_Records to use_
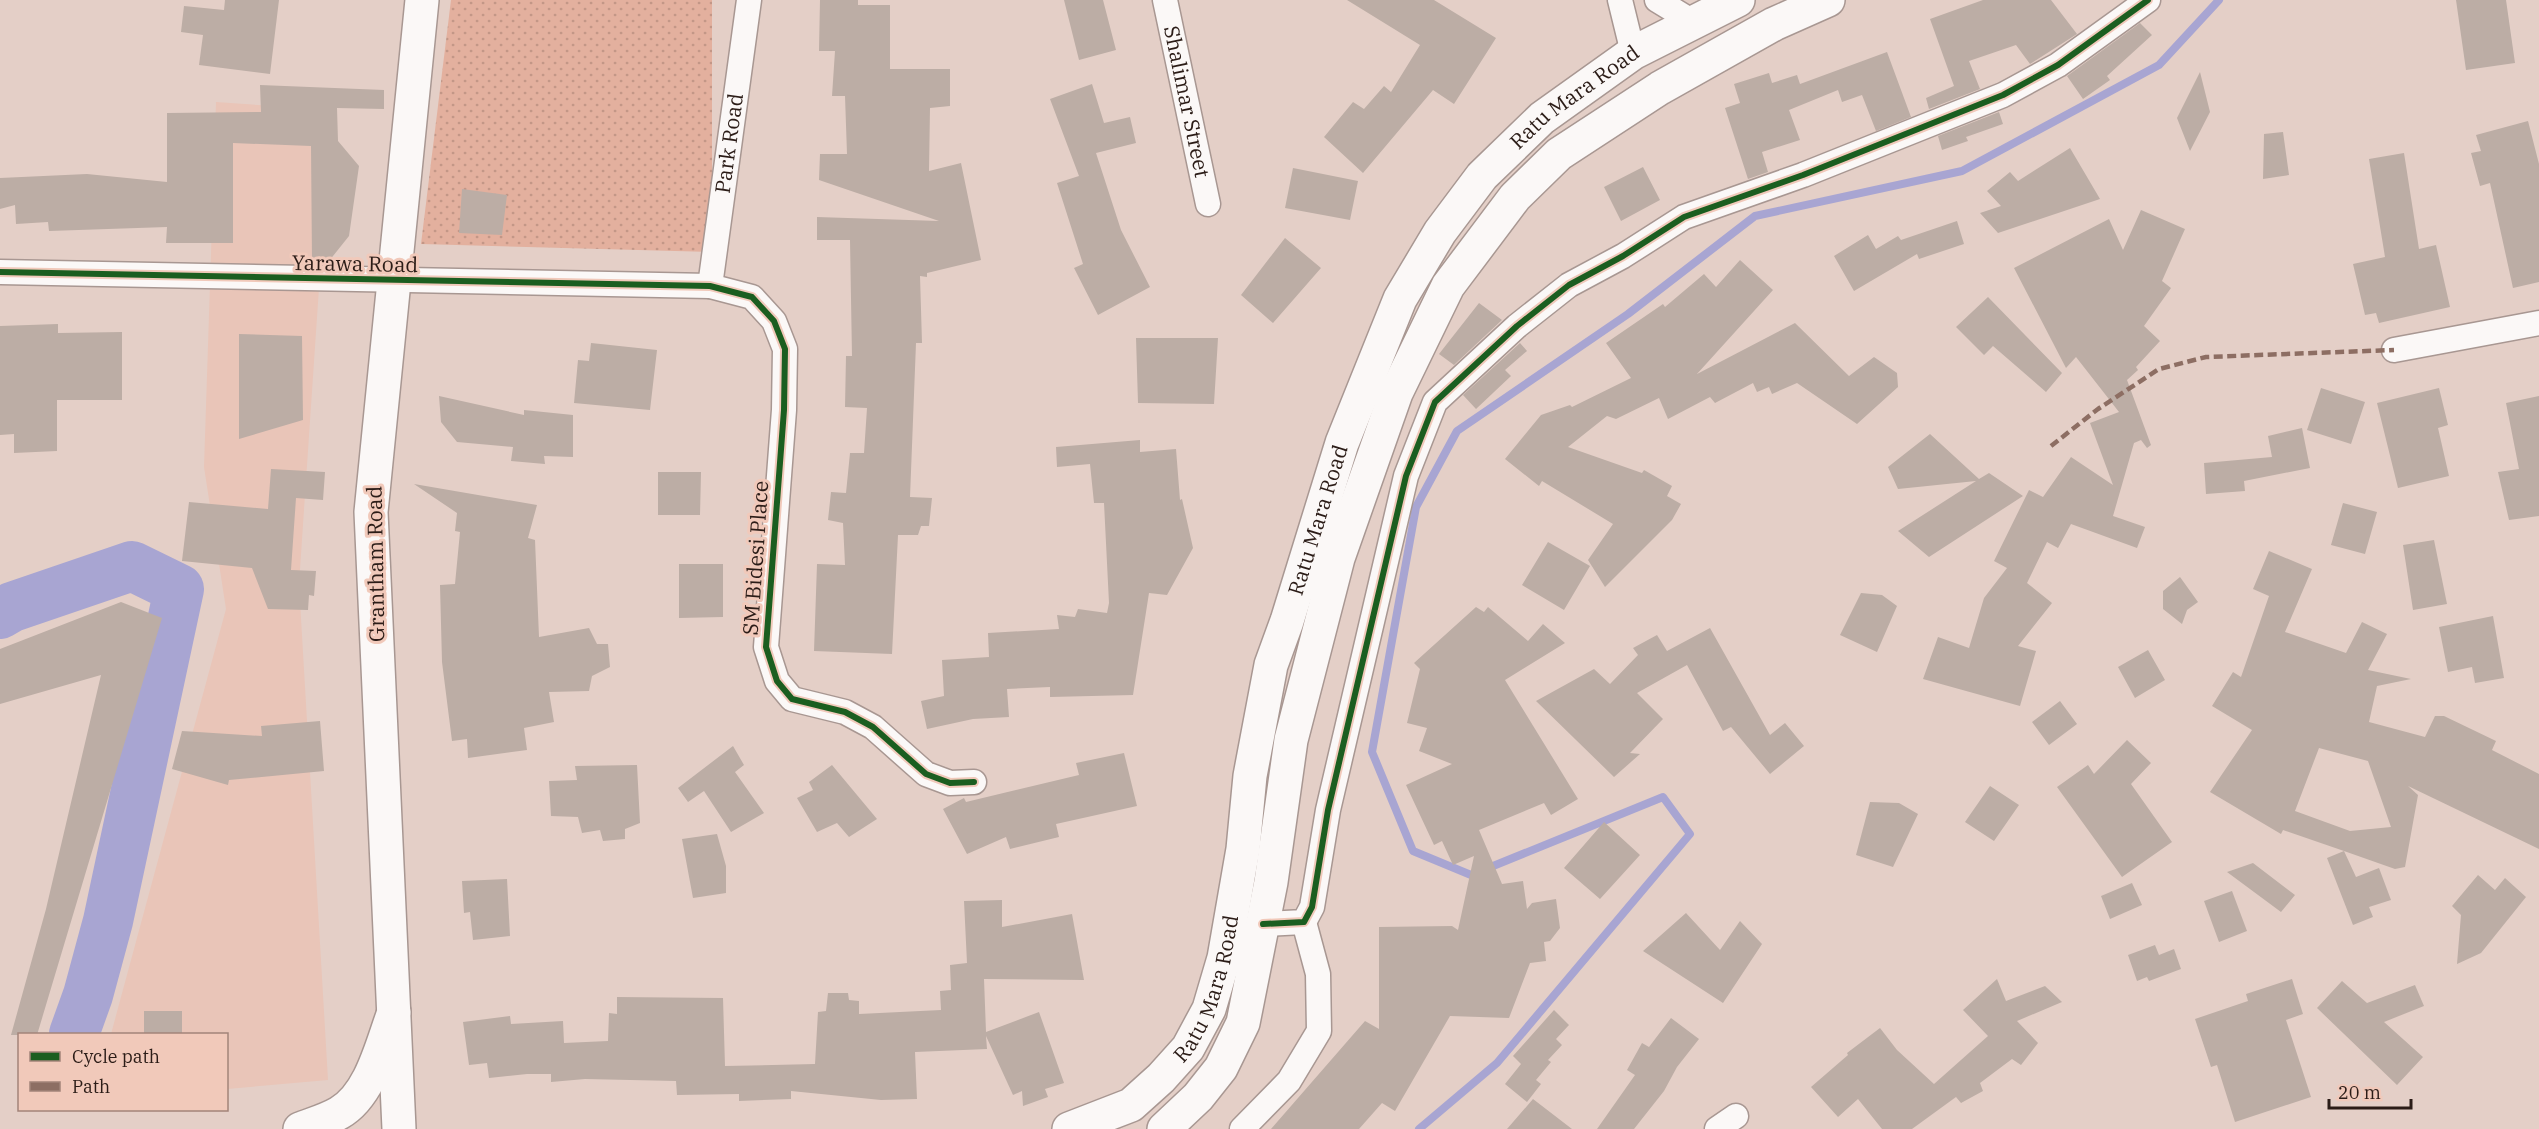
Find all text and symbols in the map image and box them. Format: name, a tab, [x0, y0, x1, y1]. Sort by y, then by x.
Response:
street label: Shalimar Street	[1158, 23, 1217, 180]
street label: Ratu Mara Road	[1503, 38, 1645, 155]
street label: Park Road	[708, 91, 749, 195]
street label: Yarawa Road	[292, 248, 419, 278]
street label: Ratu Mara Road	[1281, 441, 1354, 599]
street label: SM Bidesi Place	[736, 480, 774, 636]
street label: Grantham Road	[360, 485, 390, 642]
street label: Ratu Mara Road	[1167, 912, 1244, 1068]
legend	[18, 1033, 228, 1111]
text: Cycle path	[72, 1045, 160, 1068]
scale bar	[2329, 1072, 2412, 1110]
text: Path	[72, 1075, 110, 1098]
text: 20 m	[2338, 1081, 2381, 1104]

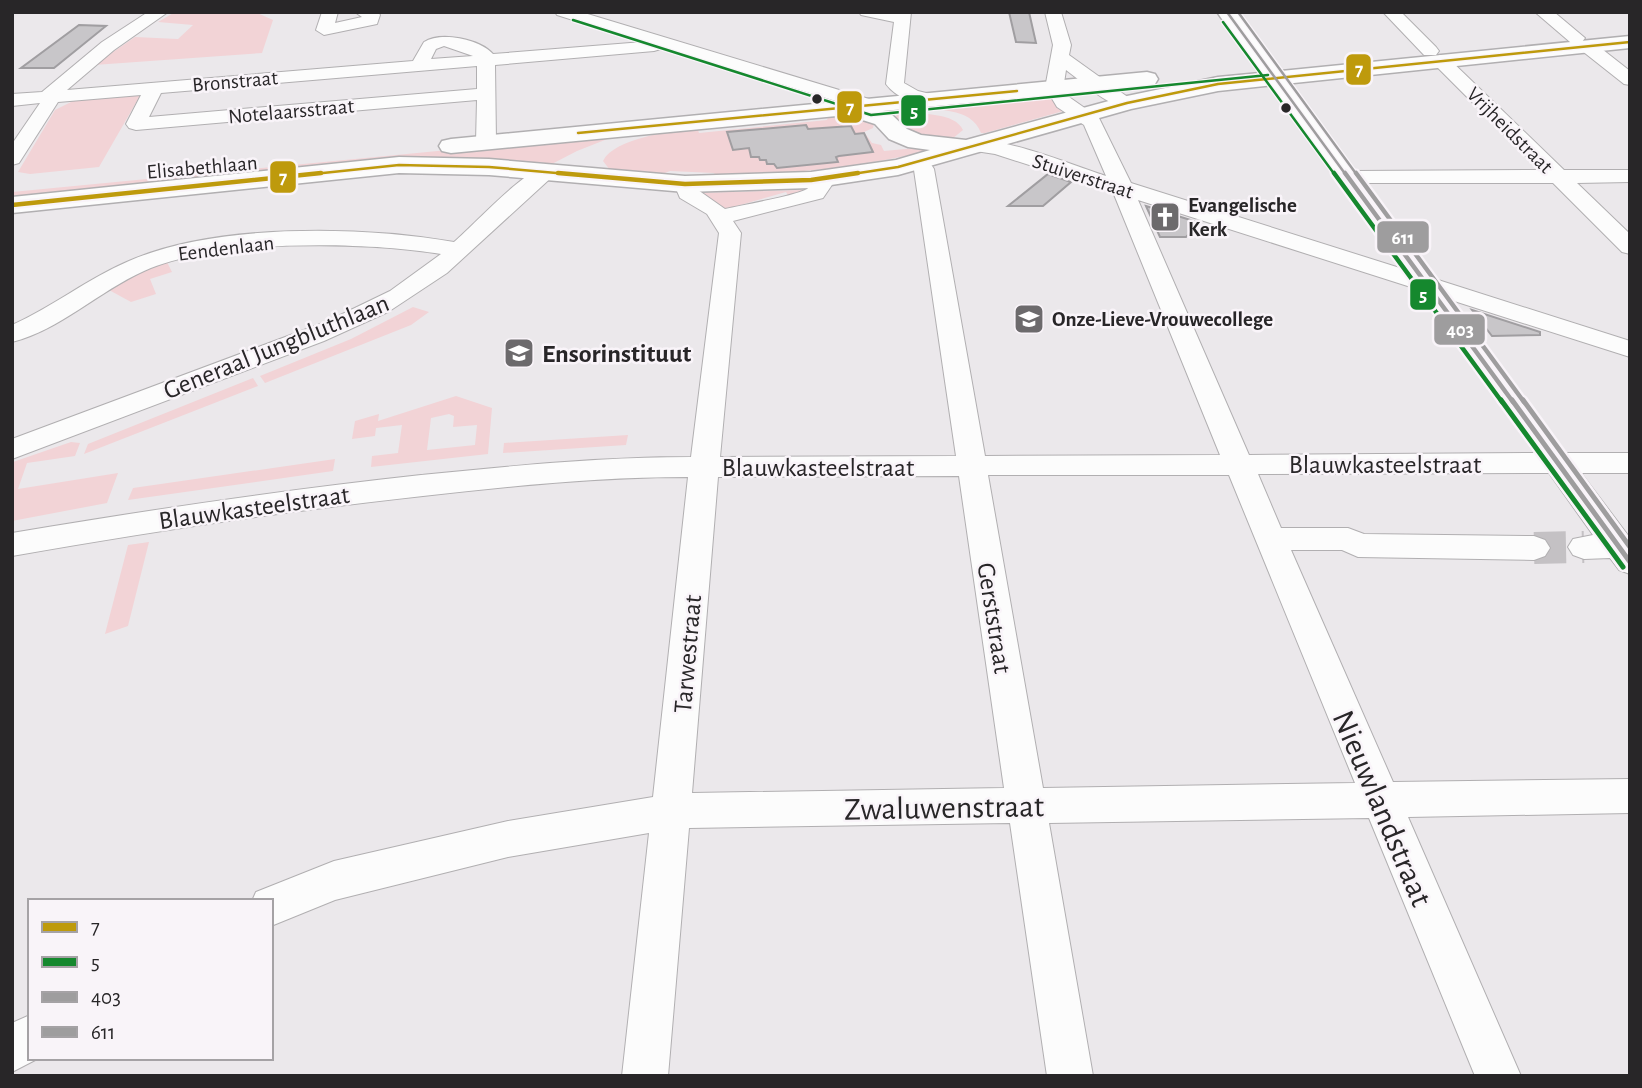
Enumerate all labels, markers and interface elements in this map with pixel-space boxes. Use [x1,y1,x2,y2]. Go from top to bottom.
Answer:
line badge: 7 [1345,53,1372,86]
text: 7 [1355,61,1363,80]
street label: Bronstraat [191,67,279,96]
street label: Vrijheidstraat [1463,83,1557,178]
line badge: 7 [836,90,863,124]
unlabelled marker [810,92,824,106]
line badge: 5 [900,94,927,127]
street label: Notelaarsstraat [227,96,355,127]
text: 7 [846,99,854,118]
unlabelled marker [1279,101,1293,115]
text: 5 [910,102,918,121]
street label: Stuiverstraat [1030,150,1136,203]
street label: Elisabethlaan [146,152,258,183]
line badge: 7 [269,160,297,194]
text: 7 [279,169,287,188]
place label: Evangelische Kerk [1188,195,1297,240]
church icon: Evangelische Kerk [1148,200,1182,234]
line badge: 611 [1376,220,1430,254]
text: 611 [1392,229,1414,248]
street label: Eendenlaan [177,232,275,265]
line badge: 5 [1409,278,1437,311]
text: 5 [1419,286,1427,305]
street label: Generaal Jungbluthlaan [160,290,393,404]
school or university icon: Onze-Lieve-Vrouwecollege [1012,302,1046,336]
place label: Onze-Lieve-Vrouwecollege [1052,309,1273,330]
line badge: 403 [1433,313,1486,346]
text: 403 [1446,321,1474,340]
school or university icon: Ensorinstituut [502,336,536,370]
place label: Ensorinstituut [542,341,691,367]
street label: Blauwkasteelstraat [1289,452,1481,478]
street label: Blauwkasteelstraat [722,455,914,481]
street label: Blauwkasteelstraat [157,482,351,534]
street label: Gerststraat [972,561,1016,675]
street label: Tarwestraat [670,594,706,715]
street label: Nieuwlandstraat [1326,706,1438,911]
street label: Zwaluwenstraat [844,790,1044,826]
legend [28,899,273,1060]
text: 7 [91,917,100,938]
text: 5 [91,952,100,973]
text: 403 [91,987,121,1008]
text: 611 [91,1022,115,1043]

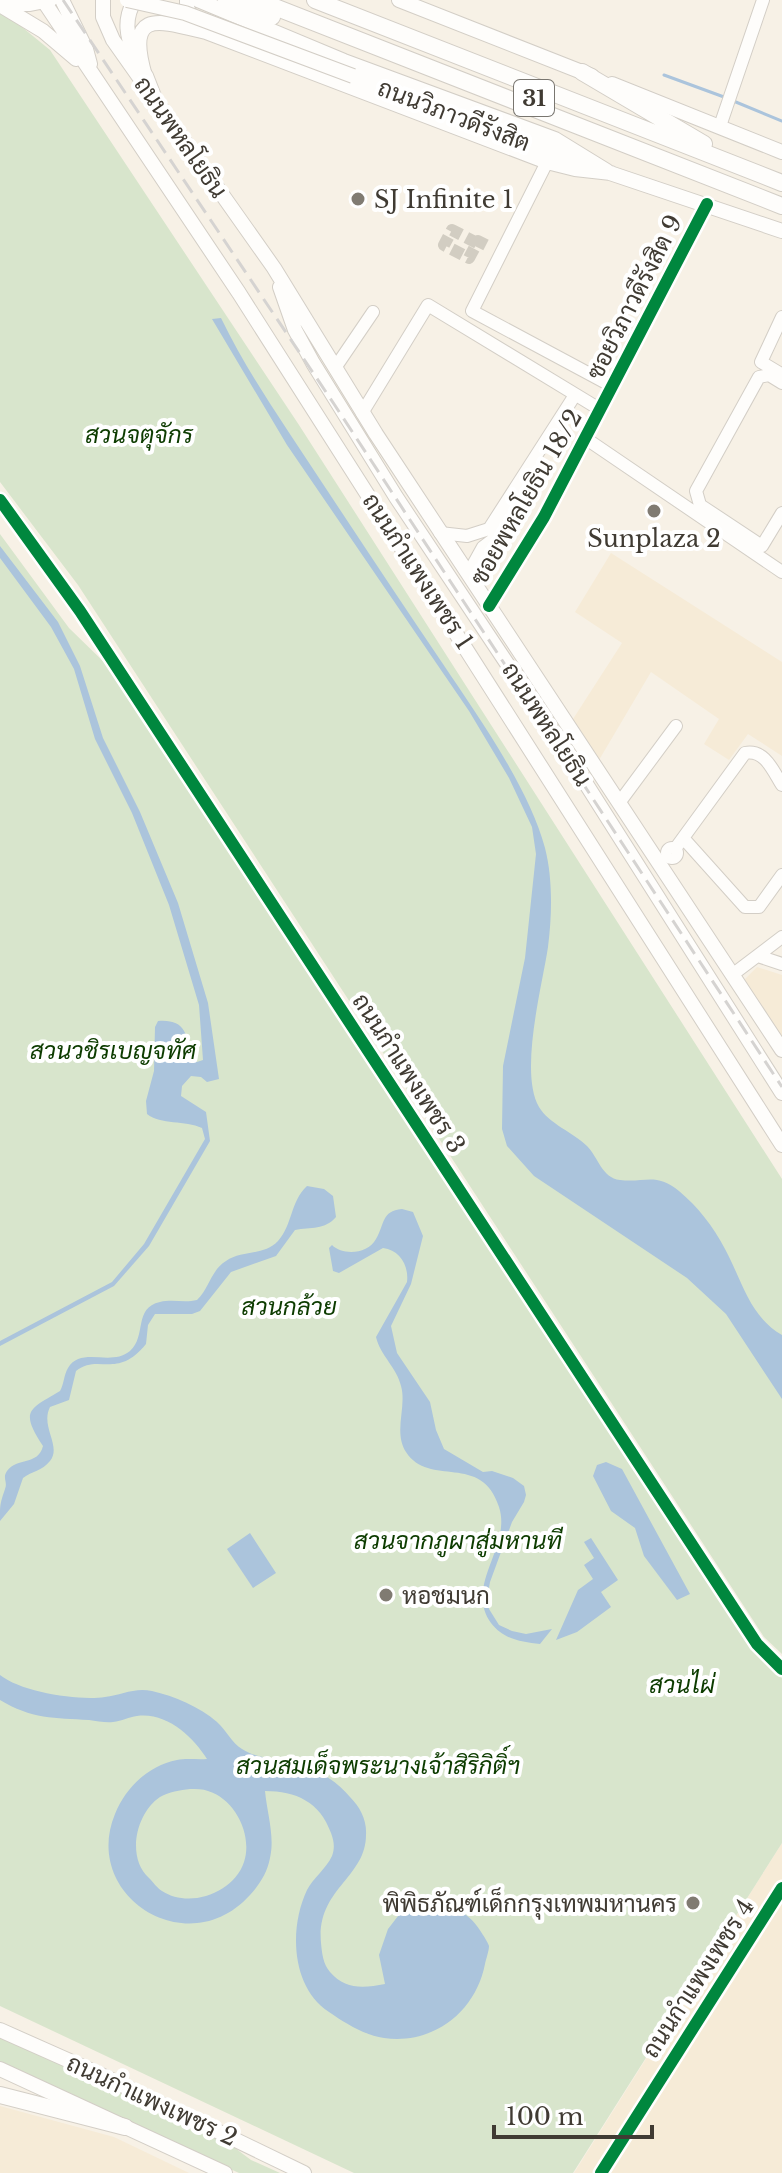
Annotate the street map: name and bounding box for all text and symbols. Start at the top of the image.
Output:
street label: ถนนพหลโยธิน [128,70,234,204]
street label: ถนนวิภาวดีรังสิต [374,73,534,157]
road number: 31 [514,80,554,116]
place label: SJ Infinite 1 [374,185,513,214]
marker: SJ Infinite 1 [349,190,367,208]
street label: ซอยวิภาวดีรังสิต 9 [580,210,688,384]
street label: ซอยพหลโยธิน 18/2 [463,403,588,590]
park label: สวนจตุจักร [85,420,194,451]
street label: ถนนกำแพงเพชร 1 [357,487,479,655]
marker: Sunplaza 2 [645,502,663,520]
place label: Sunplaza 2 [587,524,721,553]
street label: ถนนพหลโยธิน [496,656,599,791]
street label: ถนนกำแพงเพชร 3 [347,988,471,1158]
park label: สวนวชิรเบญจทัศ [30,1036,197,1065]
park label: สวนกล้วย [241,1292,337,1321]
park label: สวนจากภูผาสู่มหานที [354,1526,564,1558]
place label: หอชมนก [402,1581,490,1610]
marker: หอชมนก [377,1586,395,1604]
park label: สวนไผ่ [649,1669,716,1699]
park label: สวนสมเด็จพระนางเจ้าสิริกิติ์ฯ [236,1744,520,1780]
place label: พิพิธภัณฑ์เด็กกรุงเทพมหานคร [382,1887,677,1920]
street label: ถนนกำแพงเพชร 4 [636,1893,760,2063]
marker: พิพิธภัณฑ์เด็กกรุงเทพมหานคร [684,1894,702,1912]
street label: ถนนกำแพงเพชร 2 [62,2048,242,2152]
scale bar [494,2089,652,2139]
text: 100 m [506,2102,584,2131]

_Work to be completed_
Each line above gets copied exactly; leave the pictures out.

_Result below_
Find all text and symbols in the map image and box them. Format: name, a tab, [x0, y0, x1, y1]. Sort by y, then by x.
Response:
street label: Shalimar Street	[1158, 23, 1217, 180]
street label: Ratu Mara Road	[1503, 38, 1645, 155]
street label: Park Road	[708, 91, 749, 195]
street label: Yarawa Road	[292, 248, 419, 278]
street label: Ratu Mara Road	[1281, 441, 1354, 599]
street label: SM Bidesi Place	[736, 480, 774, 636]
street label: Grantham Road	[360, 485, 390, 642]
street label: Ratu Mara Road	[1167, 912, 1244, 1068]
legend	[18, 1033, 228, 1111]
text: Cycle path	[72, 1045, 160, 1068]
scale bar	[2329, 1072, 2412, 1110]
text: Path	[72, 1075, 110, 1098]
text: 20 m	[2338, 1081, 2381, 1104]

Enumerate all labels, markers and interface elements in this map with pixel-space boxes. Use [x1,y1,x2,y2]. Go from top to bottom.
Answer:
line badge: 7 [1345,53,1372,86]
text: 7 [1355,61,1363,80]
street label: Bronstraat [191,67,279,96]
street label: Vrijheidstraat [1463,83,1557,178]
line badge: 7 [836,90,863,124]
unlabelled marker [810,92,824,106]
line badge: 5 [900,94,927,127]
street label: Notelaarsstraat [227,96,355,127]
text: 7 [846,99,854,118]
unlabelled marker [1279,101,1293,115]
text: 5 [910,102,918,121]
street label: Stuiverstraat [1030,150,1136,203]
street label: Elisabethlaan [146,152,258,183]
line badge: 7 [269,160,297,194]
text: 7 [279,169,287,188]
place label: Evangelische Kerk [1188,195,1297,240]
church icon: Evangelische Kerk [1148,200,1182,234]
line badge: 611 [1376,220,1430,254]
text: 611 [1392,229,1414,248]
street label: Eendenlaan [177,232,275,265]
line badge: 5 [1409,278,1437,311]
text: 5 [1419,286,1427,305]
street label: Generaal Jungbluthlaan [160,290,393,404]
school or university icon: Onze-Lieve-Vrouwecollege [1012,302,1046,336]
place label: Onze-Lieve-Vrouwecollege [1052,309,1273,330]
line badge: 403 [1433,313,1486,346]
text: 403 [1446,321,1474,340]
school or university icon: Ensorinstituut [502,336,536,370]
place label: Ensorinstituut [542,341,691,367]
street label: Blauwkasteelstraat [1289,452,1481,478]
street label: Blauwkasteelstraat [722,455,914,481]
street label: Blauwkasteelstraat [157,482,351,534]
street label: Gerststraat [972,561,1016,675]
street label: Tarwestraat [670,594,706,715]
street label: Nieuwlandstraat [1326,706,1438,911]
street label: Zwaluwenstraat [844,790,1044,826]
legend [28,899,273,1060]
text: 7 [91,917,100,938]
text: 5 [91,952,100,973]
text: 403 [91,987,121,1008]
text: 611 [91,1022,115,1043]

Annotate the street map: name and bounding box for all text and symbols. Start at the top of the image.
Output:
street label: ถนนพหลโยธิน [128,70,234,204]
street label: ถนนวิภาวดีรังสิต [374,73,534,157]
road number: 31 [514,80,554,116]
place label: SJ Infinite 1 [374,185,513,214]
marker: SJ Infinite 1 [349,190,367,208]
street label: ซอยวิภาวดีรังสิต 9 [580,210,688,384]
street label: ซอยพหลโยธิน 18/2 [463,403,588,590]
park label: สวนจตุจักร [85,420,194,451]
street label: ถนนกำแพงเพชร 1 [357,487,479,655]
marker: Sunplaza 2 [645,502,663,520]
place label: Sunplaza 2 [587,524,721,553]
street label: ถนนพหลโยธิน [496,656,599,791]
street label: ถนนกำแพงเพชร 3 [347,988,471,1158]
park label: สวนวชิรเบญจทัศ [30,1036,197,1065]
park label: สวนกล้วย [241,1292,337,1321]
park label: สวนจากภูผาสู่มหานที [354,1526,564,1558]
place label: หอชมนก [402,1581,490,1610]
marker: หอชมนก [377,1586,395,1604]
park label: สวนไผ่ [649,1669,716,1699]
park label: สวนสมเด็จพระนางเจ้าสิริกิติ์ฯ [236,1744,520,1780]
place label: พิพิธภัณฑ์เด็กกรุงเทพมหานคร [382,1887,677,1920]
street label: ถนนกำแพงเพชร 4 [636,1893,760,2063]
marker: พิพิธภัณฑ์เด็กกรุงเทพมหานคร [684,1894,702,1912]
street label: ถนนกำแพงเพชร 2 [62,2048,242,2152]
scale bar [494,2089,652,2139]
text: 100 m [506,2102,584,2131]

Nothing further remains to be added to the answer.